• WORK TASK
Look below. Copy each line that has "heat" in it.

• INPUT FOR THIS TASK
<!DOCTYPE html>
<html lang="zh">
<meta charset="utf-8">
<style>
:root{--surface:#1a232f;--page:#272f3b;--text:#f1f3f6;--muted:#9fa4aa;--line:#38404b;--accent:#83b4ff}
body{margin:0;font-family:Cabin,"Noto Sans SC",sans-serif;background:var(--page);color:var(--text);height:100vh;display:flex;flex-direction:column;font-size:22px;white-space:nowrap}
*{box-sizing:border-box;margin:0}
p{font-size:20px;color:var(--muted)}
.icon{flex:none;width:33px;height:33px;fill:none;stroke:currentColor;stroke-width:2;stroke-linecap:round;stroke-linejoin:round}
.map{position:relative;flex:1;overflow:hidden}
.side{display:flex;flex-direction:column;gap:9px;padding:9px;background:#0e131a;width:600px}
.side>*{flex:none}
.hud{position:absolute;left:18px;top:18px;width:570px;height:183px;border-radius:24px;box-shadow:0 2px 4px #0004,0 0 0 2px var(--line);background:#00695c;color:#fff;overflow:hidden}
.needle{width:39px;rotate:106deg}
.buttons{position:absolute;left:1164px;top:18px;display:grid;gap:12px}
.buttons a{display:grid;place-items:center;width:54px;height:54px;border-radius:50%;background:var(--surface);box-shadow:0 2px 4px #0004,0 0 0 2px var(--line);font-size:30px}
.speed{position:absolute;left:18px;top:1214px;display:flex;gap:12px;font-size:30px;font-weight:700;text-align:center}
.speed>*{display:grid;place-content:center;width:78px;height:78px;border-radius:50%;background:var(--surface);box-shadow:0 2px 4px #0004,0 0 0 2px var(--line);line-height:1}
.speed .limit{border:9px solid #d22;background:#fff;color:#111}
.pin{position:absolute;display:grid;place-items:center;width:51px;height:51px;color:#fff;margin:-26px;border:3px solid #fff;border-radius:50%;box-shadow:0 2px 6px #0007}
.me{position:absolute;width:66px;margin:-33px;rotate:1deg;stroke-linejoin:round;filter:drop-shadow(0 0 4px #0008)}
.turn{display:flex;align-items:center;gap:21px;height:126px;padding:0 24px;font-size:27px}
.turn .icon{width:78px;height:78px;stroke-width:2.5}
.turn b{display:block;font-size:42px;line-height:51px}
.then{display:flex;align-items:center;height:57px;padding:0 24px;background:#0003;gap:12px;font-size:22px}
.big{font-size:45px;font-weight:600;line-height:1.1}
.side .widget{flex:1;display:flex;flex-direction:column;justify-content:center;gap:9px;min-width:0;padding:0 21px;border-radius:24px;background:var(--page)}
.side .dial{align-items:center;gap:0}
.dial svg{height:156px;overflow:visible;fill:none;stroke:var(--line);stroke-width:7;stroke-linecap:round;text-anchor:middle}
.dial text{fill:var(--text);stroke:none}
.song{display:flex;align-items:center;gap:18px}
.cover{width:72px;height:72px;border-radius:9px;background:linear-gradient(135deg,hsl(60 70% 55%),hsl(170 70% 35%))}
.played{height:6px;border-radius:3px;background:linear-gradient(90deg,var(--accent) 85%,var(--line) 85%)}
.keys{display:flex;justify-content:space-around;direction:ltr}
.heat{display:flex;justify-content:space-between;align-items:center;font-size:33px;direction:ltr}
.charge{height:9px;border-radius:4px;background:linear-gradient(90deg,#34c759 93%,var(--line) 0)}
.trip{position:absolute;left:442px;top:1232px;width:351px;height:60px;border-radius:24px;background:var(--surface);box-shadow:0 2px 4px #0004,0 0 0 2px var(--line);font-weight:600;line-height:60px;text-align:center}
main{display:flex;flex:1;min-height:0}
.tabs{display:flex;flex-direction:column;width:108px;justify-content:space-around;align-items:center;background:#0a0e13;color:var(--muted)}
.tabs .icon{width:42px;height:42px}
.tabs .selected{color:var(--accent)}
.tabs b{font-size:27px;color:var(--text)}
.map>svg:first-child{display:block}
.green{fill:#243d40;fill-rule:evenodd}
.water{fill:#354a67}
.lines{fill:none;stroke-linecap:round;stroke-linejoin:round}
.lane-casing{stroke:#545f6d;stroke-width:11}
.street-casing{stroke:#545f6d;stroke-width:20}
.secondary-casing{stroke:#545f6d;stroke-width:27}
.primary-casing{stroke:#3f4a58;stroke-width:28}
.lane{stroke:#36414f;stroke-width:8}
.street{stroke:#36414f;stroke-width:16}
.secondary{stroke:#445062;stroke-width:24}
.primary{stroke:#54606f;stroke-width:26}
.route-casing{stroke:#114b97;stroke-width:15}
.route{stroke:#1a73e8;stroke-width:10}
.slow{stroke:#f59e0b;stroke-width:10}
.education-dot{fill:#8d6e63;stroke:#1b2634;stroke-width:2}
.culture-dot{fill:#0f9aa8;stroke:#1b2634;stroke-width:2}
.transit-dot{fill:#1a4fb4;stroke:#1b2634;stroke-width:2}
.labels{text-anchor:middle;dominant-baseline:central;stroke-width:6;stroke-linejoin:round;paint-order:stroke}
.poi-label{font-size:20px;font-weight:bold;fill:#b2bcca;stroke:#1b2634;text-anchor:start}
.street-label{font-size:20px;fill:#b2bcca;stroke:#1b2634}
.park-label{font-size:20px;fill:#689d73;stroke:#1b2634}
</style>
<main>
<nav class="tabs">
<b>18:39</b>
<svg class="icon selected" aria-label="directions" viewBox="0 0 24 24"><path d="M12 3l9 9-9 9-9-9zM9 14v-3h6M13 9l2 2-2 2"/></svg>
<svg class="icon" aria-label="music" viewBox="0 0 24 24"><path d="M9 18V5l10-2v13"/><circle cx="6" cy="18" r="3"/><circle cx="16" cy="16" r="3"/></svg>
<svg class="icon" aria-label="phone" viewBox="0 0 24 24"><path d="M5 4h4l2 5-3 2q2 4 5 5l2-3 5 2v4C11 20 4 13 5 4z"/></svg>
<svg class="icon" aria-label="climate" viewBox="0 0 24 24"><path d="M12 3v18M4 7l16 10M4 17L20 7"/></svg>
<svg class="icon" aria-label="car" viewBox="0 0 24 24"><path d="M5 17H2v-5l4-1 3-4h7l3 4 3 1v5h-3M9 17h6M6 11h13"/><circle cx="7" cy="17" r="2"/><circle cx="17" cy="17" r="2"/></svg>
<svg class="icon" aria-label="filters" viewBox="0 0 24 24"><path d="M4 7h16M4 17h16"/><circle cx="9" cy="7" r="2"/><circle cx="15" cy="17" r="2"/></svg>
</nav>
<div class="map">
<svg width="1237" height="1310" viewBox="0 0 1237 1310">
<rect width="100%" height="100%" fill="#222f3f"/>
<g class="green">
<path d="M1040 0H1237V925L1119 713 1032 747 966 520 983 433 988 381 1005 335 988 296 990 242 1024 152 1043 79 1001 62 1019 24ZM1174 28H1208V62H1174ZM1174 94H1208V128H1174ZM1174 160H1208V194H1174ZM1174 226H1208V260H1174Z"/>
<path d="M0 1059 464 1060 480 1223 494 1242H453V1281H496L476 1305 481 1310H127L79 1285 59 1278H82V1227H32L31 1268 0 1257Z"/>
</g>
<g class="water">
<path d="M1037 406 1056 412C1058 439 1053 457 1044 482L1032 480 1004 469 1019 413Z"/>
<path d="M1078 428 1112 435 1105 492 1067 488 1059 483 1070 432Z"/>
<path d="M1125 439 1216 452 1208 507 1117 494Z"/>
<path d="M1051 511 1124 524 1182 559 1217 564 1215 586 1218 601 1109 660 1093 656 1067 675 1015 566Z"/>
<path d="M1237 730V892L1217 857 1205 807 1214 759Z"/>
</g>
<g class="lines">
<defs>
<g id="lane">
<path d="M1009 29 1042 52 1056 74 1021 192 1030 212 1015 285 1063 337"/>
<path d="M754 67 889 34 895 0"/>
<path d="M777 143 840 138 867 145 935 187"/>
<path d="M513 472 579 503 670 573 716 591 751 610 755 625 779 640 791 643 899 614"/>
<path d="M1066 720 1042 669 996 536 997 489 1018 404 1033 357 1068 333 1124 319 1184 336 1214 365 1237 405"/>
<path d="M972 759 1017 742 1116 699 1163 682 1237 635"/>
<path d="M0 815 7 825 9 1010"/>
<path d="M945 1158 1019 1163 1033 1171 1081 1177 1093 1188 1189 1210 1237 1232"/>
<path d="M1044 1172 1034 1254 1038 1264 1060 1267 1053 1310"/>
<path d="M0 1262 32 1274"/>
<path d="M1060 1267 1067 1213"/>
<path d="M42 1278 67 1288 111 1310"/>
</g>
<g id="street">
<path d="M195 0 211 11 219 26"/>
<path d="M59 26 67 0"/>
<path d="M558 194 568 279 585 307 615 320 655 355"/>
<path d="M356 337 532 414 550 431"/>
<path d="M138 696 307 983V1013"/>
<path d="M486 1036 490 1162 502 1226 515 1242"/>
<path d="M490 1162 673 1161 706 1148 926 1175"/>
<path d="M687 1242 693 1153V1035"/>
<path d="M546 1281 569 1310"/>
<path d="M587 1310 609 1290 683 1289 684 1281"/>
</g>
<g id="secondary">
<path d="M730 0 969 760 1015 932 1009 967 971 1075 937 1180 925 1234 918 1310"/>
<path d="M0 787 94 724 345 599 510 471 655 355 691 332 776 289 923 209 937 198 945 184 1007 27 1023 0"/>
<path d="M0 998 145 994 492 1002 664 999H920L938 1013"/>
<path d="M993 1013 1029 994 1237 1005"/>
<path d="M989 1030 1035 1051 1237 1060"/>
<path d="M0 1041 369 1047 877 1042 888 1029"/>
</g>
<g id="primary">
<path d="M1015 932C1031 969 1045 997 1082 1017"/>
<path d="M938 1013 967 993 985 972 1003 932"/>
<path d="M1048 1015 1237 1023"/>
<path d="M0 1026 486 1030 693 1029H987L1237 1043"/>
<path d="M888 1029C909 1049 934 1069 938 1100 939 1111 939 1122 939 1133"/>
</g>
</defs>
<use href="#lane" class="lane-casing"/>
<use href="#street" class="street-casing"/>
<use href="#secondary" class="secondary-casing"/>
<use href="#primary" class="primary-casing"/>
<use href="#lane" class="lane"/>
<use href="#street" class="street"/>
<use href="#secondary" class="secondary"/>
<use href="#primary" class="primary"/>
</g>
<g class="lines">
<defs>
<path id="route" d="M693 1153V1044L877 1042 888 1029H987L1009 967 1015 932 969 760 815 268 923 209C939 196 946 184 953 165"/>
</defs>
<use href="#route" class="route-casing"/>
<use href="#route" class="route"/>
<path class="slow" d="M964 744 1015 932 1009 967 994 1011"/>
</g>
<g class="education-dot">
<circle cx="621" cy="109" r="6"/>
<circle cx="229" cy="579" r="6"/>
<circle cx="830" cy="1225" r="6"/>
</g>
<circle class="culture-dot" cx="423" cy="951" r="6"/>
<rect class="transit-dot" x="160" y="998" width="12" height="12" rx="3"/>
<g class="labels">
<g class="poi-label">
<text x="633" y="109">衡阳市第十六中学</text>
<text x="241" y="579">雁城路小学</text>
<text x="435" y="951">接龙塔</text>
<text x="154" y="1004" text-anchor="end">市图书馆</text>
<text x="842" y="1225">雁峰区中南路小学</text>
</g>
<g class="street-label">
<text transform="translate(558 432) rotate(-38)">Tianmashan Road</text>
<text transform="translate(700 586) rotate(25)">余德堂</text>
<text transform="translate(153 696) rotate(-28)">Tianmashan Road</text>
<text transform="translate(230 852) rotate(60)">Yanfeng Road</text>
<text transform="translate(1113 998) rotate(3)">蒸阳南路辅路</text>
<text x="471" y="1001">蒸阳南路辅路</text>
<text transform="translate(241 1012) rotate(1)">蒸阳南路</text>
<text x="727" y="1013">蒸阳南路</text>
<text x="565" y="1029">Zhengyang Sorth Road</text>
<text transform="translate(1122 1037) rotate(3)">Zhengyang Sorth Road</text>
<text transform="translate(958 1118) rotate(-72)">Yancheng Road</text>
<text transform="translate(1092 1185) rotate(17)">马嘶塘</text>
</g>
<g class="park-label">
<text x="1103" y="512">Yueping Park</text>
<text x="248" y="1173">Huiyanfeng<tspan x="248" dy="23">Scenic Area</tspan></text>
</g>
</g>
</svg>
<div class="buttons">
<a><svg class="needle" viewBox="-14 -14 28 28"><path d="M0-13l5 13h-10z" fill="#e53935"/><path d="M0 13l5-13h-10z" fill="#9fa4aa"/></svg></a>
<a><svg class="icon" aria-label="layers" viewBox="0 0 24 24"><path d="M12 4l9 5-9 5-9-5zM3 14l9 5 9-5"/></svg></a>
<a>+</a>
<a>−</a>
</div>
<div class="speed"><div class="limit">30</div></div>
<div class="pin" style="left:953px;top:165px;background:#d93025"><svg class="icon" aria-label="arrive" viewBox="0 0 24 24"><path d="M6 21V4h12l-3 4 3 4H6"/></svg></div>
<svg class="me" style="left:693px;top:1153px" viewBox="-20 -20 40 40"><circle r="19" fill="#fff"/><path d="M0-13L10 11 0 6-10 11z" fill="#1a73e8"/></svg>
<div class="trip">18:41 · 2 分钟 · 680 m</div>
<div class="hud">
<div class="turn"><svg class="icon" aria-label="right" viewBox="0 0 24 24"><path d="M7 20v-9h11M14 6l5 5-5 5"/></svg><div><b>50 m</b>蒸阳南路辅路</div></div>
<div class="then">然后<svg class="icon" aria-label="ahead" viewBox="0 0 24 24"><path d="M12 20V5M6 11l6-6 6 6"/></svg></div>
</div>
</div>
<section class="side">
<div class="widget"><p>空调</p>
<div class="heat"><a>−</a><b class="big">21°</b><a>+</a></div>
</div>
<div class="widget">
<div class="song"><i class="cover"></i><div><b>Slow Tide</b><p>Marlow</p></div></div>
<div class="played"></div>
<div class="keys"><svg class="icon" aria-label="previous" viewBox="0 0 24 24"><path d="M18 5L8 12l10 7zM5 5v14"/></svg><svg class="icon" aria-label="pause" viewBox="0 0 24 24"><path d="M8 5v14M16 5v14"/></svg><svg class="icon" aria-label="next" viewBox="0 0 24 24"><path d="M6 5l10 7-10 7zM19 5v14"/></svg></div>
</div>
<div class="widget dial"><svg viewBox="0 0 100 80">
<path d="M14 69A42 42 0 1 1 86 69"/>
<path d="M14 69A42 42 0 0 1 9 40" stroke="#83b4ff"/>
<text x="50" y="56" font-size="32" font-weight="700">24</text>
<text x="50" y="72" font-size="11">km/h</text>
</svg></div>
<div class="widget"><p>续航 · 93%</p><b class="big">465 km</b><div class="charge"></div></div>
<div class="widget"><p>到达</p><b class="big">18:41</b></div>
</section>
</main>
==
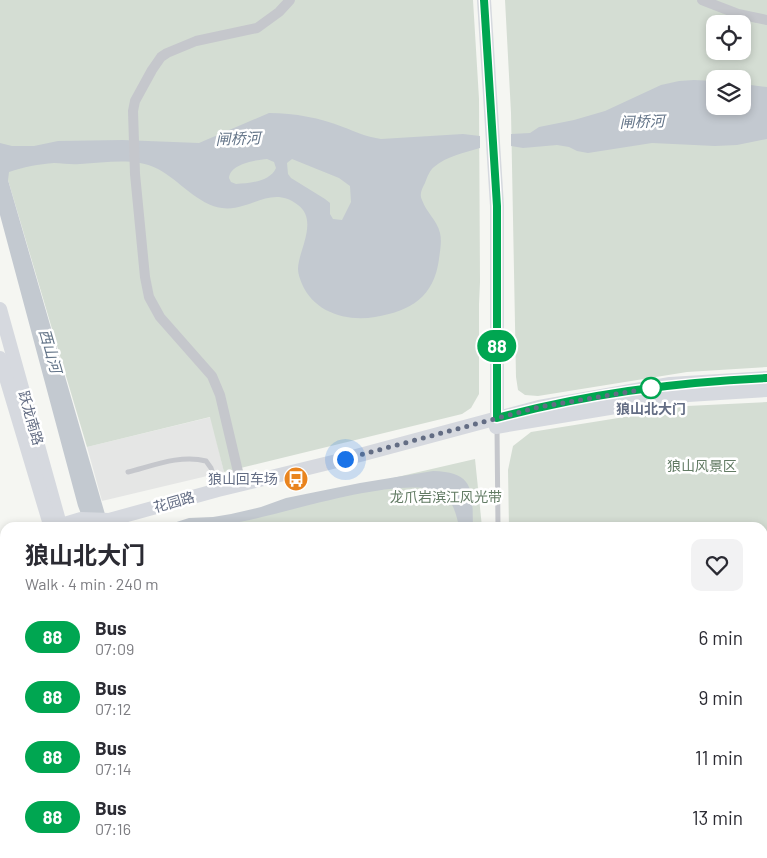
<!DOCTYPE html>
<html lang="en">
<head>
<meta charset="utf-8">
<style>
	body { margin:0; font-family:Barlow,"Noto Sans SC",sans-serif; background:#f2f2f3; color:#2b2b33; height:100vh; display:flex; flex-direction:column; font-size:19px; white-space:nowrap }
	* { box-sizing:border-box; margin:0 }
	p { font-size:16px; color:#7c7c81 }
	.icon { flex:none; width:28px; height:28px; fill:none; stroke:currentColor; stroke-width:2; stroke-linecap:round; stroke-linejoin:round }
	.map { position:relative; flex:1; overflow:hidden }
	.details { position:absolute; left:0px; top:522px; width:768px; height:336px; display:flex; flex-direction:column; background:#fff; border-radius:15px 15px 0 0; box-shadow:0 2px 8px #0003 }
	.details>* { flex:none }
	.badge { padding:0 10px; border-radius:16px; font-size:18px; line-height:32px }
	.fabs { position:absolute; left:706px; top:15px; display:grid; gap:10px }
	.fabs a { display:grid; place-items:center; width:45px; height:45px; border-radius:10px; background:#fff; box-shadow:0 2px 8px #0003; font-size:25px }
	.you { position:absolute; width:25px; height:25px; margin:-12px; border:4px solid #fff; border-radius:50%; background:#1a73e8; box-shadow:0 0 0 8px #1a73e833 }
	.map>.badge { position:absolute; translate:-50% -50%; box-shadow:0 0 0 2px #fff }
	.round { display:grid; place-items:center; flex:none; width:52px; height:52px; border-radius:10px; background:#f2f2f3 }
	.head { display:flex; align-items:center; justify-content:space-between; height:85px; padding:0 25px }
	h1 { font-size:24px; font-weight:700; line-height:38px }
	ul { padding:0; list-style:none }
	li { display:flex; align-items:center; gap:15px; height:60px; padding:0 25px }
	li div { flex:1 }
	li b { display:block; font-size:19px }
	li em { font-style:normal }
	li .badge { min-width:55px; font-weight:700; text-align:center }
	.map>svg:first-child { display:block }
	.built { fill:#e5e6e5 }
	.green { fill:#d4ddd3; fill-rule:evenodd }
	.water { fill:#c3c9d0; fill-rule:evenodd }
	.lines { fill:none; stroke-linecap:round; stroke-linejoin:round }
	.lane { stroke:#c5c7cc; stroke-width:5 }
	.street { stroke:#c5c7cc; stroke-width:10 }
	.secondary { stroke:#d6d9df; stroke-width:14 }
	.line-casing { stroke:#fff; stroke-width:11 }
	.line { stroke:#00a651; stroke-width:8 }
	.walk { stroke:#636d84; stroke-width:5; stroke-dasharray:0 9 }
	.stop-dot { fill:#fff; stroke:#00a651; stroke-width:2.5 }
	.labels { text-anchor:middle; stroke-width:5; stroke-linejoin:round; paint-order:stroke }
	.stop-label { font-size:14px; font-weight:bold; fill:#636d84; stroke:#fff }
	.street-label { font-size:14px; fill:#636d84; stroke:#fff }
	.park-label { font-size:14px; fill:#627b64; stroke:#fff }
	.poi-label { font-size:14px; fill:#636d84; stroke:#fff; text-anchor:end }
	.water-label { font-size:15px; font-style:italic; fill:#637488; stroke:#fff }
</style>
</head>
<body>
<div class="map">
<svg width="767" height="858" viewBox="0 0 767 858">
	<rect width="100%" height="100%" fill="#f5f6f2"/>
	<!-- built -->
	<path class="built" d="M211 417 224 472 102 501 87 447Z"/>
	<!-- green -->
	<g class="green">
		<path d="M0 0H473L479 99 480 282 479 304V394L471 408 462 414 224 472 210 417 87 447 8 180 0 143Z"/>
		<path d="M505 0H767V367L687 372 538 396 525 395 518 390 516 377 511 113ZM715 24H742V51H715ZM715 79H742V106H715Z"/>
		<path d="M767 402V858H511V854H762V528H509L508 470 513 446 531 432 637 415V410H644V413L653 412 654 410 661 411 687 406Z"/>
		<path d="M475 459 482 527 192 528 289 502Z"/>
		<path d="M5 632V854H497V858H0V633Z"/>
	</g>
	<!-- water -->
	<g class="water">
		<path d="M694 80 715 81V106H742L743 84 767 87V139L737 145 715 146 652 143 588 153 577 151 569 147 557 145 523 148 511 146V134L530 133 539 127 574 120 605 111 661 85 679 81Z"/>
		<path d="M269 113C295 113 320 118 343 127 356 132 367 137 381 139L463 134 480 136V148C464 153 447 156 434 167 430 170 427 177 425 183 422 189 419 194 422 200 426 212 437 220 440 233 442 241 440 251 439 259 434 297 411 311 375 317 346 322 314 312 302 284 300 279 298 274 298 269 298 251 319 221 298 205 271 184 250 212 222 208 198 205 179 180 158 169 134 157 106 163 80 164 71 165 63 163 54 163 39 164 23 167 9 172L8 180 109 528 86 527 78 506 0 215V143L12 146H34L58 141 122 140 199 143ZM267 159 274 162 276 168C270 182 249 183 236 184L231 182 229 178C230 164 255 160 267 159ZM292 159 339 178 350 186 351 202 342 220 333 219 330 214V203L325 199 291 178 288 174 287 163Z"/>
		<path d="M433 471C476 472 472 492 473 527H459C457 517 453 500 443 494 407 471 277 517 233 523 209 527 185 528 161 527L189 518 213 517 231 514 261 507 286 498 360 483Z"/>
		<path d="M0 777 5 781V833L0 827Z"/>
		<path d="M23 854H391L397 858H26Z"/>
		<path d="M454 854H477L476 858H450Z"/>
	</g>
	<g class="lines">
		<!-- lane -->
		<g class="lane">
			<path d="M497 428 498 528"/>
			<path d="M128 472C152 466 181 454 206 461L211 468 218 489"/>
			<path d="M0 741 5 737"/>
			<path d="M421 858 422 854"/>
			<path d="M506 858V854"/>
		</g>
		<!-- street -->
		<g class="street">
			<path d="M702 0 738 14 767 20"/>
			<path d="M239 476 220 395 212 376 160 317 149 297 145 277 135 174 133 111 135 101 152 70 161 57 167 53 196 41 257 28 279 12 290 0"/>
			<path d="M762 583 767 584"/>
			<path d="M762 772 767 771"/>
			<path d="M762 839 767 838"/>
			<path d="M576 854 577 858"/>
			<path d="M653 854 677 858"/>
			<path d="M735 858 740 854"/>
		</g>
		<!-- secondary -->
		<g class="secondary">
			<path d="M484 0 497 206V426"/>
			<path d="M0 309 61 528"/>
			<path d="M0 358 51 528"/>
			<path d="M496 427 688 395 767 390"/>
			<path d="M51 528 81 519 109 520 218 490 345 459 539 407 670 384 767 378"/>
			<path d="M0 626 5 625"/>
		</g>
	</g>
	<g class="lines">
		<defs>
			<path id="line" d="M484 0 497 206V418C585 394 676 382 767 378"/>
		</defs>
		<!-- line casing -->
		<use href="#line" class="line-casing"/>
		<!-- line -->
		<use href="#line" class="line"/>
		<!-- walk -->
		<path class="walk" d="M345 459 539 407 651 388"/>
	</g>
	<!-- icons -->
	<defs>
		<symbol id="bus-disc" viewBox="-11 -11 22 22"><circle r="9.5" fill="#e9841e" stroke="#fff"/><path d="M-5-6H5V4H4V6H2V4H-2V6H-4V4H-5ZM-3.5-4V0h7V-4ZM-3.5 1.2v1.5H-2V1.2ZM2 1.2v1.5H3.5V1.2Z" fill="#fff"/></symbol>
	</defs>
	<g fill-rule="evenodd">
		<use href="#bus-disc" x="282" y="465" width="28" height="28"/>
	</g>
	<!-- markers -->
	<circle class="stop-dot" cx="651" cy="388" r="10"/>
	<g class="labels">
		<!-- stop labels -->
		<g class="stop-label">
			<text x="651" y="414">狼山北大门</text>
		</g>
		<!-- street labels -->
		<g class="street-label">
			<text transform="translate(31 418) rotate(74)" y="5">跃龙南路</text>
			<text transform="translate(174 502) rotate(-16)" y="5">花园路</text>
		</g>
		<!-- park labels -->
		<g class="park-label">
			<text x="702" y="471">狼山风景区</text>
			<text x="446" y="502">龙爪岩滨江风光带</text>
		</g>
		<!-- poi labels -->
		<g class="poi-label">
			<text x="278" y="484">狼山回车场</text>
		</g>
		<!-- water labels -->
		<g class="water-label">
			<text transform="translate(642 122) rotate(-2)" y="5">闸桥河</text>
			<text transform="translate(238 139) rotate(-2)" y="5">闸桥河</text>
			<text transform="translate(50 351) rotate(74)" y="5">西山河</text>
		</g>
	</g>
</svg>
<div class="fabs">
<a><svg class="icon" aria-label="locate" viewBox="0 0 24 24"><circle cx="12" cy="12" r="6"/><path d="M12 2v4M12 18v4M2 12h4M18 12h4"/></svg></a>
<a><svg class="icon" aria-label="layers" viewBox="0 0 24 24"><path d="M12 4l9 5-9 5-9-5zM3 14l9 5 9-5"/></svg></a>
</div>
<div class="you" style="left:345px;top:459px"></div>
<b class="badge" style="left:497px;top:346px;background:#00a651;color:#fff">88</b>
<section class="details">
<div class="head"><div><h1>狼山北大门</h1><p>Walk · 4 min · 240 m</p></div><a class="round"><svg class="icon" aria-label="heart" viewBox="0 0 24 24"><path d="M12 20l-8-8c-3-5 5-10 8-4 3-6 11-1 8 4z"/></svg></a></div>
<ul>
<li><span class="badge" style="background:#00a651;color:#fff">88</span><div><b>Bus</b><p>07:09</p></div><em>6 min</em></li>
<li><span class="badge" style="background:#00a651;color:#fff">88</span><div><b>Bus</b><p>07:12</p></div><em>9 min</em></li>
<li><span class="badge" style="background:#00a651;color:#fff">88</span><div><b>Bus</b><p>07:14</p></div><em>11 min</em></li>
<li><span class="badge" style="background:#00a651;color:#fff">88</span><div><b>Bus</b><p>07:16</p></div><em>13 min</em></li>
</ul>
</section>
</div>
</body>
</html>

• RESPONSE FOR THIS EXERCISE
.heat{display:flex;justify-content:space-between;align-items:center;font-size:33px;direction:ltr}
<div class="heat"><a>−</a><b class="big">21°</b><a>+</a></div>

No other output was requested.